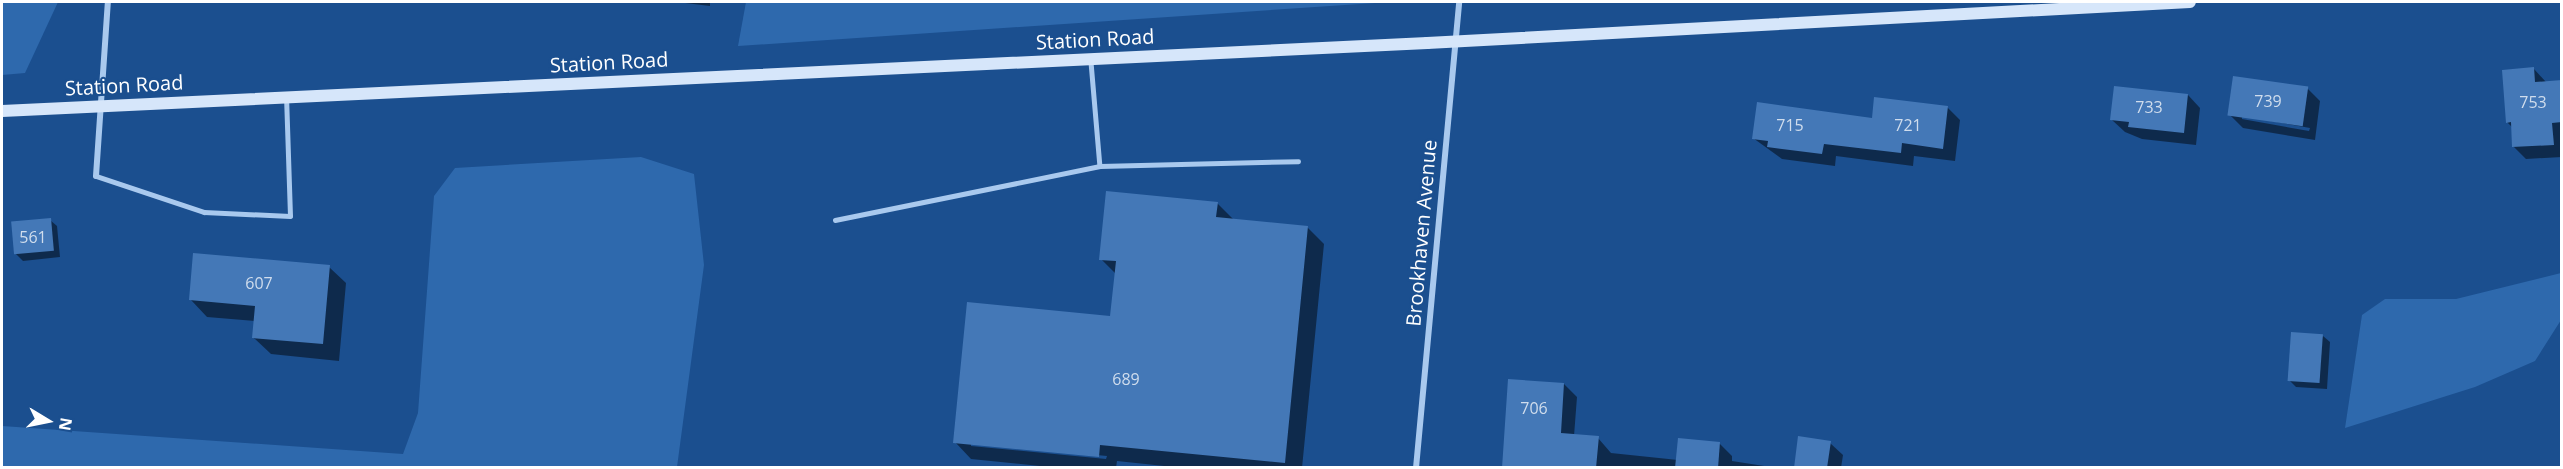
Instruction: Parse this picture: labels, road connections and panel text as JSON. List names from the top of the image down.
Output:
{
  "streets": {
    "main road": ["Station Road"],
    "street": ["Brookhaven Avenue"]
  },
  "crossings": [
    ["Station Road", "Brookhaven Avenue"]
  ],
  "house_numbers": [
    "739",
    "753",
    "733",
    "715",
    "721",
    "561",
    "607",
    "689",
    "706"
  ],
  "north": "right"
}
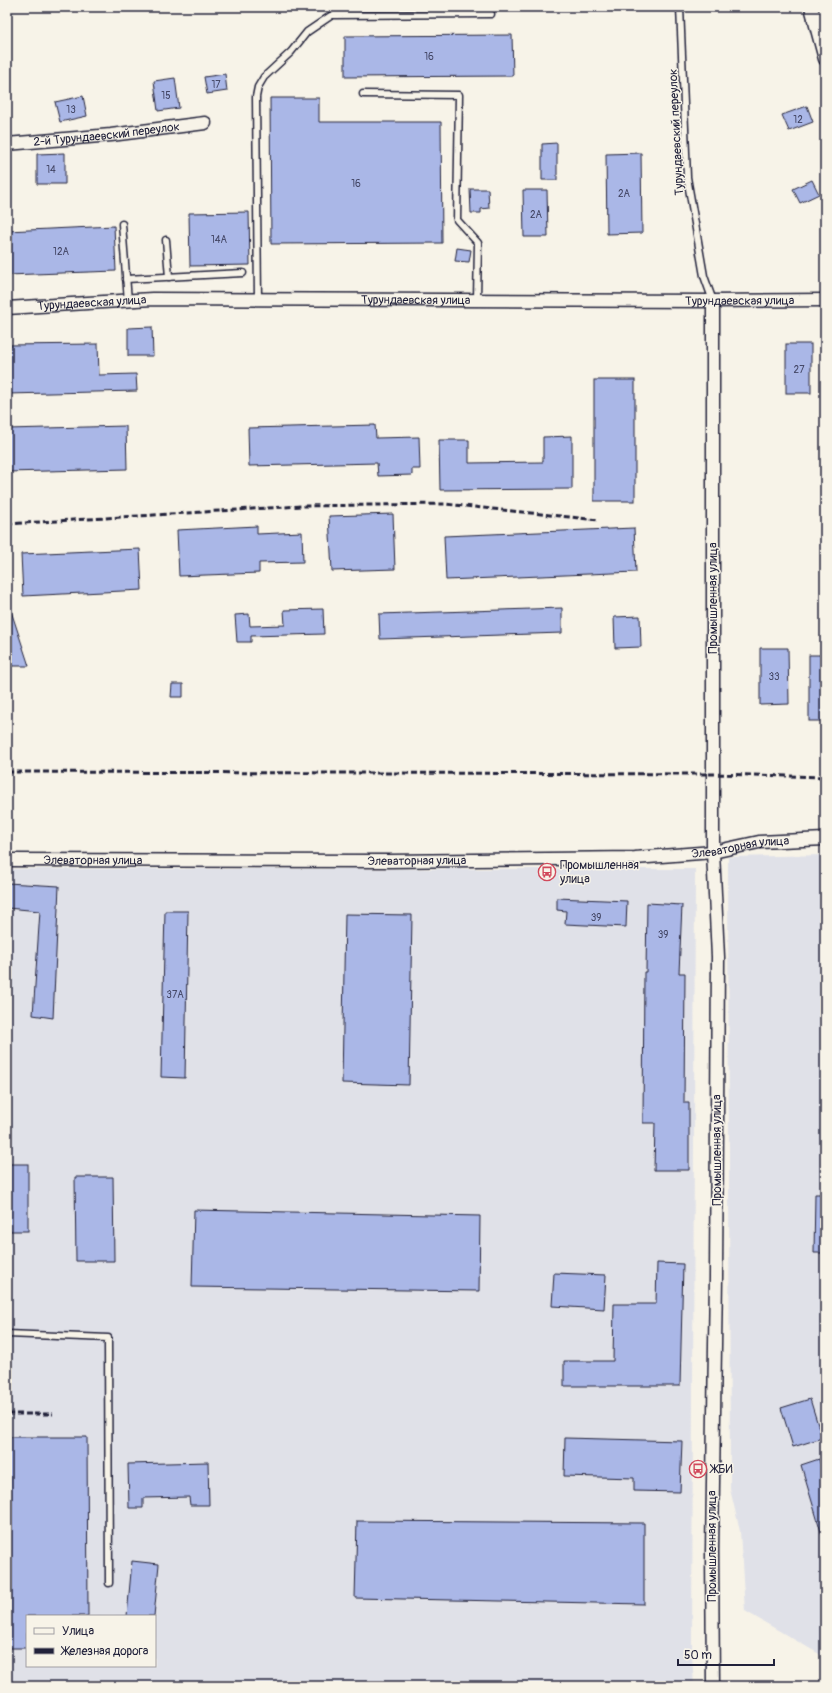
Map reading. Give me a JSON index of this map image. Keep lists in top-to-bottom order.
{
  "streets": {
    "street": [
      "2-й Турундаевский переулок",
      "Турундаевская улица",
      "Промышленная улица",
      "Элеваторная улица"
    ],
    "lane": ["Турундаевский переулок"]
  },
  "crossings": [
    ["Турундаевский переулок", "Турундаевская улица"],
    ["Турундаевский переулок", "Промышленная улица"],
    ["Турундаевская улица", "Промышленная улица"],
    ["Промышленная улица", "Элеваторная улица"]
  ],
  "places": {
    "bus stop": ["Промышленная улица", "ЖБИ"]
  },
  "house_numbers": [
    "16",
    "17",
    "15",
    "13",
    "12",
    "14",
    "16",
    "2А",
    "2А",
    "14А",
    "12А",
    "27",
    "33",
    "39",
    "39",
    "37А"
  ],
  "legend": ["Улица", "Железная дорога"],
  "scale_bar": "50 m"
}
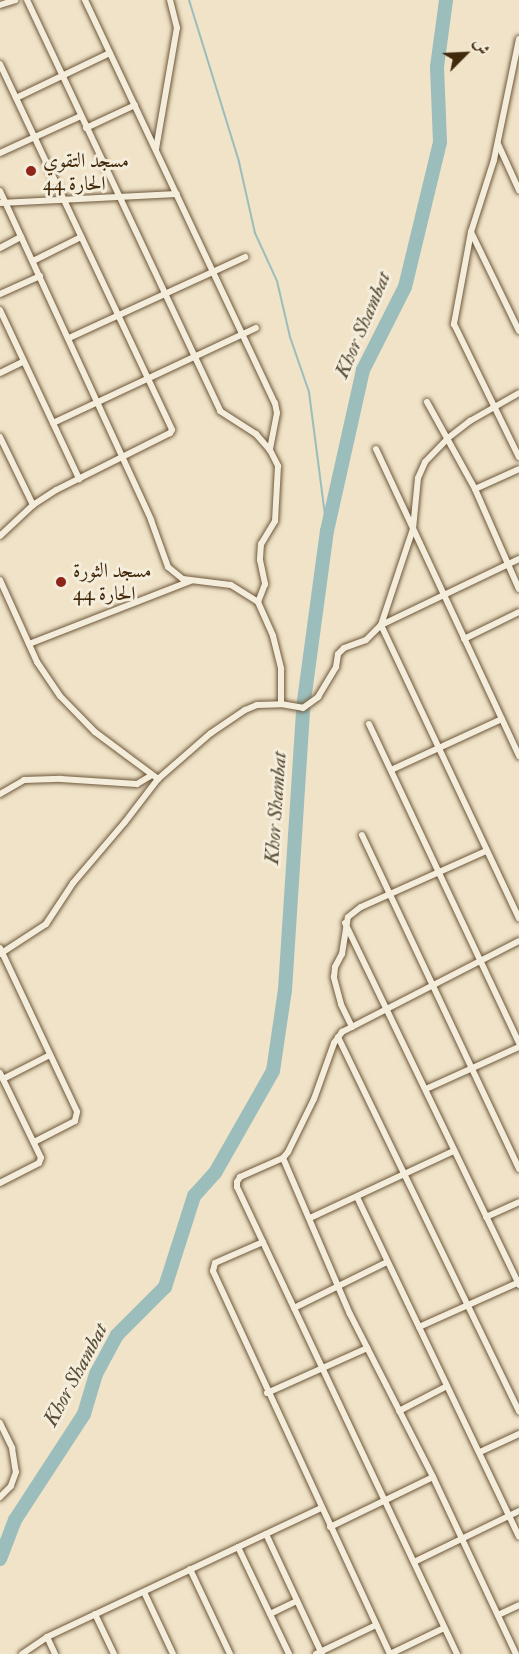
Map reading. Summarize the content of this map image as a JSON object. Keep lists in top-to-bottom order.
{
  "water": ["Khor Shambat"],
  "places": ["مسجد التقوي الحارة 44", "مسجد الثورة الحارة 44"],
  "north": "top right"
}
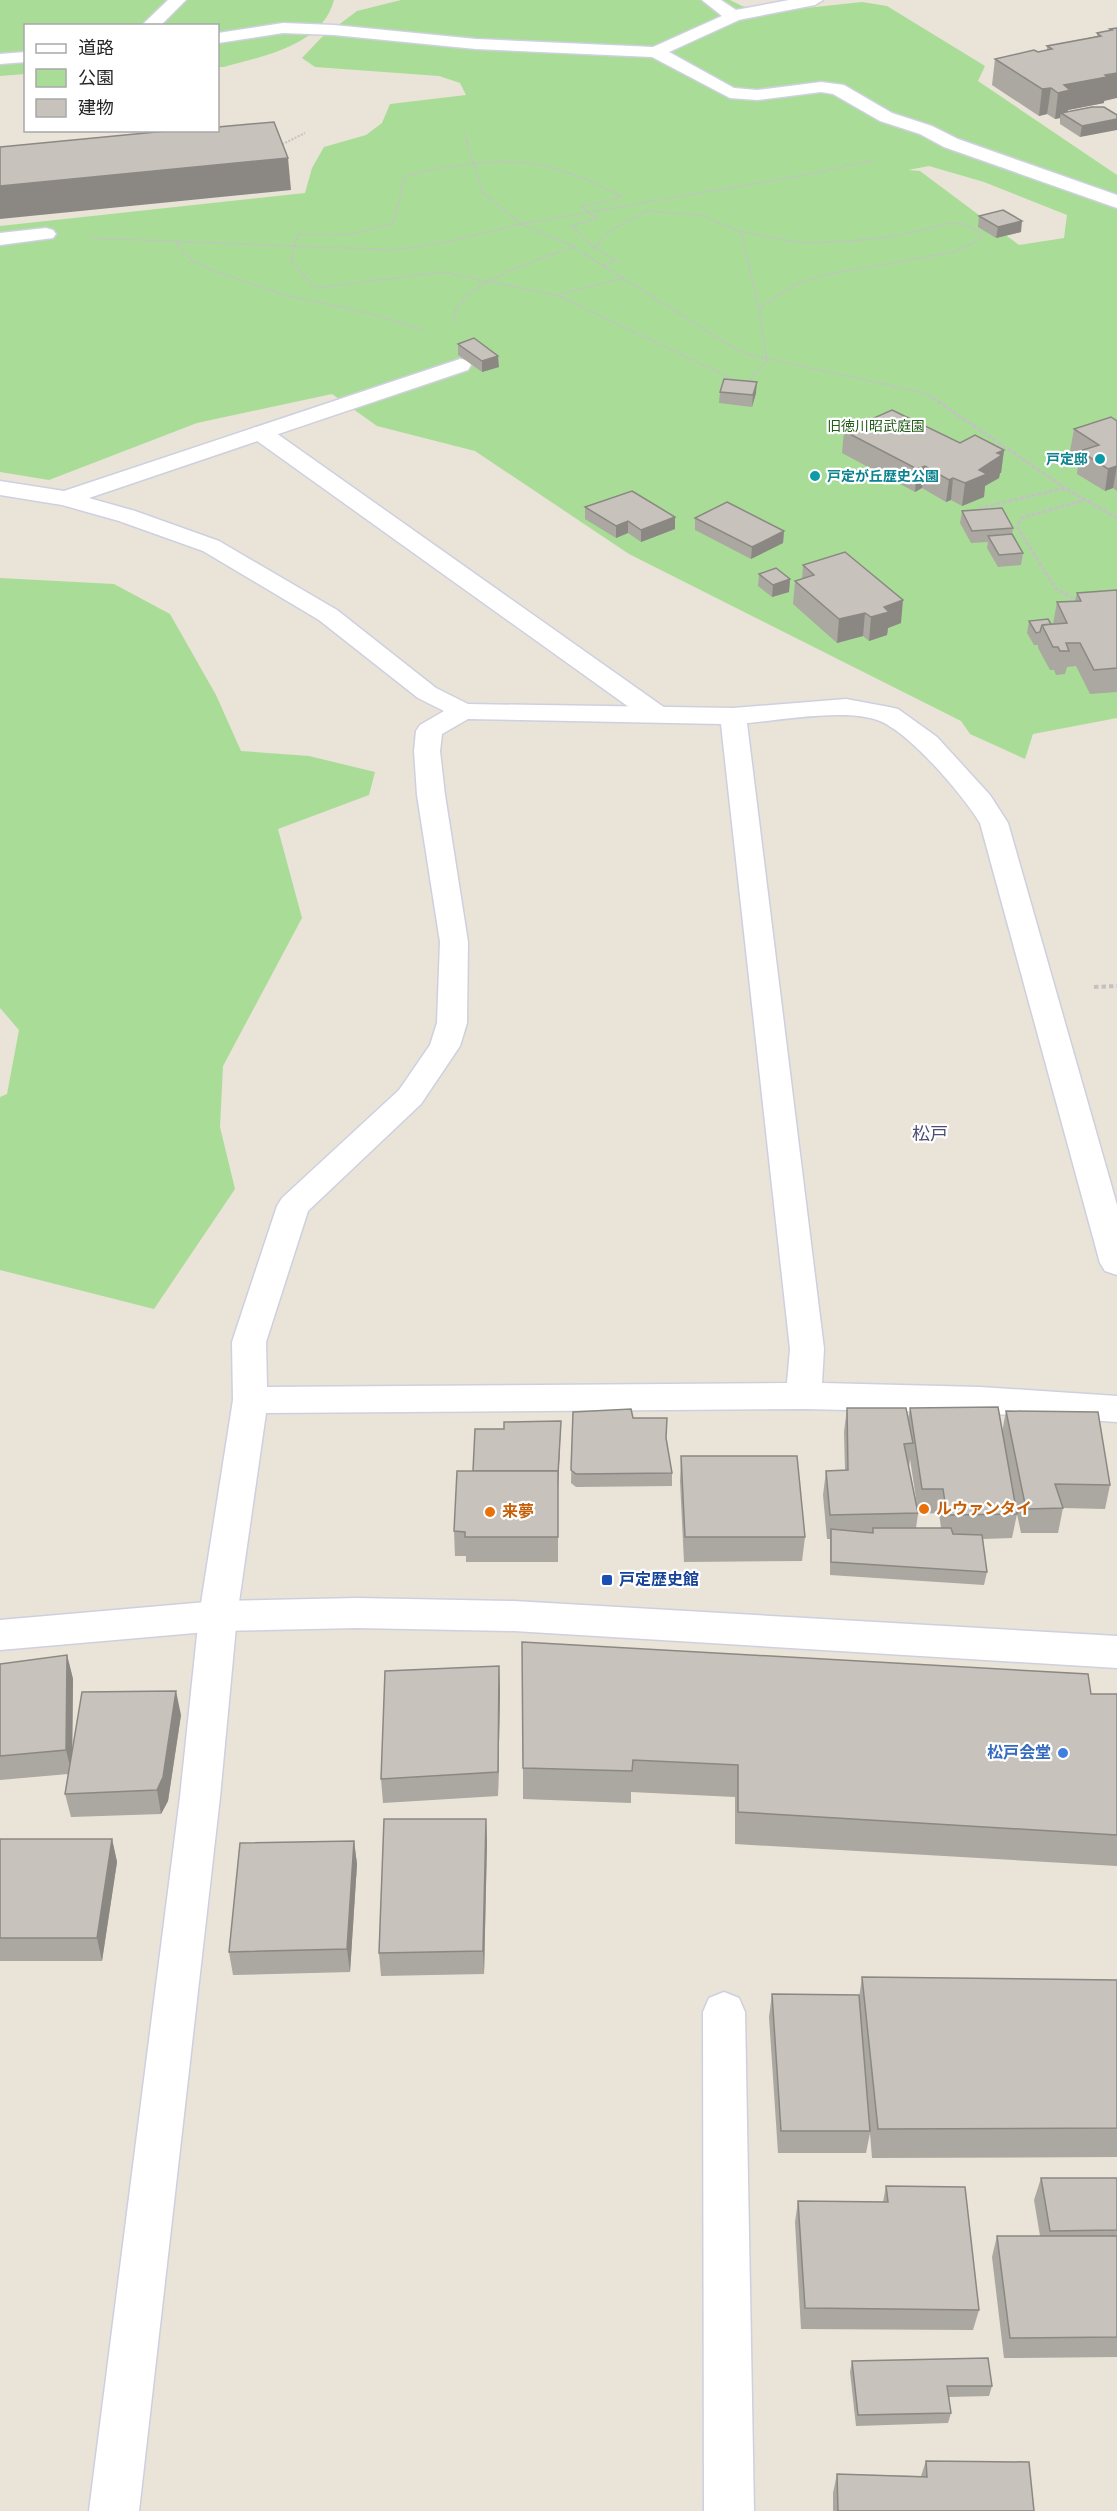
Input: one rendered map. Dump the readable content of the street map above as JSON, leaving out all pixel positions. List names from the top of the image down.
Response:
{
  "districts": ["松戸"],
  "parks": ["旧徳川昭武庭園"],
  "places": {
    "other": [
      "戸定邸",
      "戸定が丘歴史公園",
      "ルウァンタイ",
      "来夢",
      "松戸会堂"
    ],
    "transit": ["戸定歴史館"]
  },
  "legend": ["道路", "公園", "建物"]
}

========================================

What to work on –
Look above for the line that contains "Input: one rendered". That line and every line after it through the end of the data must be written out exactly, with nothing else.

Exercise response –
Input: one rendered map. Dump the readable content of the street map above as JSON, leaving out all pixel positions. List names from the top of the image down.
Response:
{
  "districts": ["松戸"],
  "parks": ["旧徳川昭武庭園"],
  "places": {
    "other": [
      "戸定邸",
      "戸定が丘歴史公園",
      "ルウァンタイ",
      "来夢",
      "松戸会堂"
    ],
    "transit": ["戸定歴史館"]
  },
  "legend": ["道路", "公園", "建物"]
}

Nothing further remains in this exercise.